# Is ZFS suitable for use with virtual machines?



## spanglefox (Nov 13, 2013)

Having done a quick search in the forums I have come up with the following questions:

Has anyone used ZFS to host virtual machines? Concentrating mainly on any speed increase over UFS. (The setup involves using a 2 disk mirror).

Would it be recommended to run ZFS; particularly on a machine where a high percentage of RAM is dedicated to virtual machines?

Ideally I would test it out myself but currently do not have the available hardware to do so.

In the great oxymoronic tradition: I don't want to create a poll (as there are methods to do so here) but I do not mind if answers take that form. So if you wish to respond with a simple yes/no to save time that would still be appreciated.

Thanks in advance.


----------



## abhay4589 (Nov 13, 2013)

If by Virtual machines you mean KVM then yes. I have run it and it runs well enough although it's not native performance. If you are looking for speed gains then I doubt that somehow unless you have enough RAM to satisfy it.


----------



## spanglefox (Nov 14, 2013)

Yes, was actually looking at VirtualBox performance. Basically which is better UFS or ZFS mirror for performance?


----------



## Savagedlight (Nov 14, 2013)

This depends a lot on your particular use case, hardware, and configuration. ZFS loves memory - do you have enough to satisfy both ZFS and your VMs? How much memory can you give ZFS? How much data are we talking about? Do you have more reads or writes?

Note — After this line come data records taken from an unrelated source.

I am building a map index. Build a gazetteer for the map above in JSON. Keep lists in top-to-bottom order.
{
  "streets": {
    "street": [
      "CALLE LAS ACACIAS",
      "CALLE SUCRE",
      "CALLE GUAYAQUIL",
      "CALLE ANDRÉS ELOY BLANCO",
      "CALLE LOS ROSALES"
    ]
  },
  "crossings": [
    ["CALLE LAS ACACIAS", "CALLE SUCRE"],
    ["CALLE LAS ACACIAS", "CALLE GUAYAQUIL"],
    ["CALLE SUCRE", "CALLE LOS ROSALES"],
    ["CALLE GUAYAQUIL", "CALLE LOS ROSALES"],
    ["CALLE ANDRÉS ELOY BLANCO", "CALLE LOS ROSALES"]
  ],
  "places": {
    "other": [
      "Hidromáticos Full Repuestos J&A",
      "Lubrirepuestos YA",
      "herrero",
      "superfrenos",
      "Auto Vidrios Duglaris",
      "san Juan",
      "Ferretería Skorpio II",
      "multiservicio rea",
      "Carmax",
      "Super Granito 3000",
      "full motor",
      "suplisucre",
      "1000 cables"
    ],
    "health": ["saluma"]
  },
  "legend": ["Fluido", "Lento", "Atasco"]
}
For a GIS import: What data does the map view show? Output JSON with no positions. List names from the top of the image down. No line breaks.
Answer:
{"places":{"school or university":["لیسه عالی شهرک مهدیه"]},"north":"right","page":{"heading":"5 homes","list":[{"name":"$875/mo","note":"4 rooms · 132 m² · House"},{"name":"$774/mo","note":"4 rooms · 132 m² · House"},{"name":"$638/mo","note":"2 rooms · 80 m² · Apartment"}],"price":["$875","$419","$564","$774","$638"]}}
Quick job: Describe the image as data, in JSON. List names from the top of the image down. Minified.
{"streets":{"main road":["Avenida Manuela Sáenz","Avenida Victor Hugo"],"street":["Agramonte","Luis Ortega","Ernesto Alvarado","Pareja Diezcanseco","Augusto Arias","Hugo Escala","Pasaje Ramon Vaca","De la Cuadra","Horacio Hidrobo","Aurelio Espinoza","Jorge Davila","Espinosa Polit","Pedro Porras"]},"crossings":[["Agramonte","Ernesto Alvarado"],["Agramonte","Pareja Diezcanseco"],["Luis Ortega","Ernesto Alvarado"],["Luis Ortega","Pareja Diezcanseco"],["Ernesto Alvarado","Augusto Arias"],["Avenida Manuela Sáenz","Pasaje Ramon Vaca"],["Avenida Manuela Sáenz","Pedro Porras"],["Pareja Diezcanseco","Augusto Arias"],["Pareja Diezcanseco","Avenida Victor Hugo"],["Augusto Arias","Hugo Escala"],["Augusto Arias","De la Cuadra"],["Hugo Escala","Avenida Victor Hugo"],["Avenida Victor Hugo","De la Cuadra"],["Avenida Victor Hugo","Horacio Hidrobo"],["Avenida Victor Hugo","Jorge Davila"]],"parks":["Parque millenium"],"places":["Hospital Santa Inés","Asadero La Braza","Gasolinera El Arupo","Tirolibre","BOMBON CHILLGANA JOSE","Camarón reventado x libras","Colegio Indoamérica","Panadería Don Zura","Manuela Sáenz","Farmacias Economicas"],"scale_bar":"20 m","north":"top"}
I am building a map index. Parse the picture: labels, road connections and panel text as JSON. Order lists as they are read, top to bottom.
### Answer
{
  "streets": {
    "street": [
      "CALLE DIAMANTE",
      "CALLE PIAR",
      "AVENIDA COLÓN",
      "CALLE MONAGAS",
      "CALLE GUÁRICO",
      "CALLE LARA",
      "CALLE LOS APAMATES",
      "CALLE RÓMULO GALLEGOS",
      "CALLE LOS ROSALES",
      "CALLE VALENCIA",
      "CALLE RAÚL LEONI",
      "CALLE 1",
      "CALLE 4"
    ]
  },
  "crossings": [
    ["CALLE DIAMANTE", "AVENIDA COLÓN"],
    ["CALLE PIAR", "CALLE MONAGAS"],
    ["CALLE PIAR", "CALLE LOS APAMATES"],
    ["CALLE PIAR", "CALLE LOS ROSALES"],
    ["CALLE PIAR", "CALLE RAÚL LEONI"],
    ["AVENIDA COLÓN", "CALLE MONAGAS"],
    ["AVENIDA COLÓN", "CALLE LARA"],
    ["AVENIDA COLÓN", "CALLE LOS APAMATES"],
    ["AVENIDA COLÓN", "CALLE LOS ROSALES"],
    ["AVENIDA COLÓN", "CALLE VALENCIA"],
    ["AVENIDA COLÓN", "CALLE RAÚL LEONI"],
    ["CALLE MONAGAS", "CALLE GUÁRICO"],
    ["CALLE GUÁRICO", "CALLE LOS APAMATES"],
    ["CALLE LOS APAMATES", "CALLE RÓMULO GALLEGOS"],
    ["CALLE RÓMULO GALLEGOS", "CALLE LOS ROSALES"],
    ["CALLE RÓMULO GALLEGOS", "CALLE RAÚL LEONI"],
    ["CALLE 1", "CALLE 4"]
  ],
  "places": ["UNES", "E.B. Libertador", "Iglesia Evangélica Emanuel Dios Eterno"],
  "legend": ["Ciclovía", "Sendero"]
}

Do you have easily compressible data?

Answers to these questions may shed some light on which alternative is likely to be the better performer.


----------



## abhay4589 (Nov 14, 2013)

Virtualbox in Production env, You might want to think again.
UFS is better.


----------



## kpa (Nov 14, 2013)

I don't know if it's a good idea but can you use ZVOLs as disk devices for VirtualBox guests instead of using file based virtual disks?


----------



## usdmatt (Nov 14, 2013)

> Is ZFS suitable for use with virtual machines?



Yes.

Will ZFS perform better with just a mirror? Probably not, at least if you just do straight forward performance tests, ZFS has a lot more to do for every read and write. The fact that this makes the filesystem a reasonable percentage slower that the theoretical maximum of the disks only really becomes worth it if you want the ZFS features or have enough disks to make up for it.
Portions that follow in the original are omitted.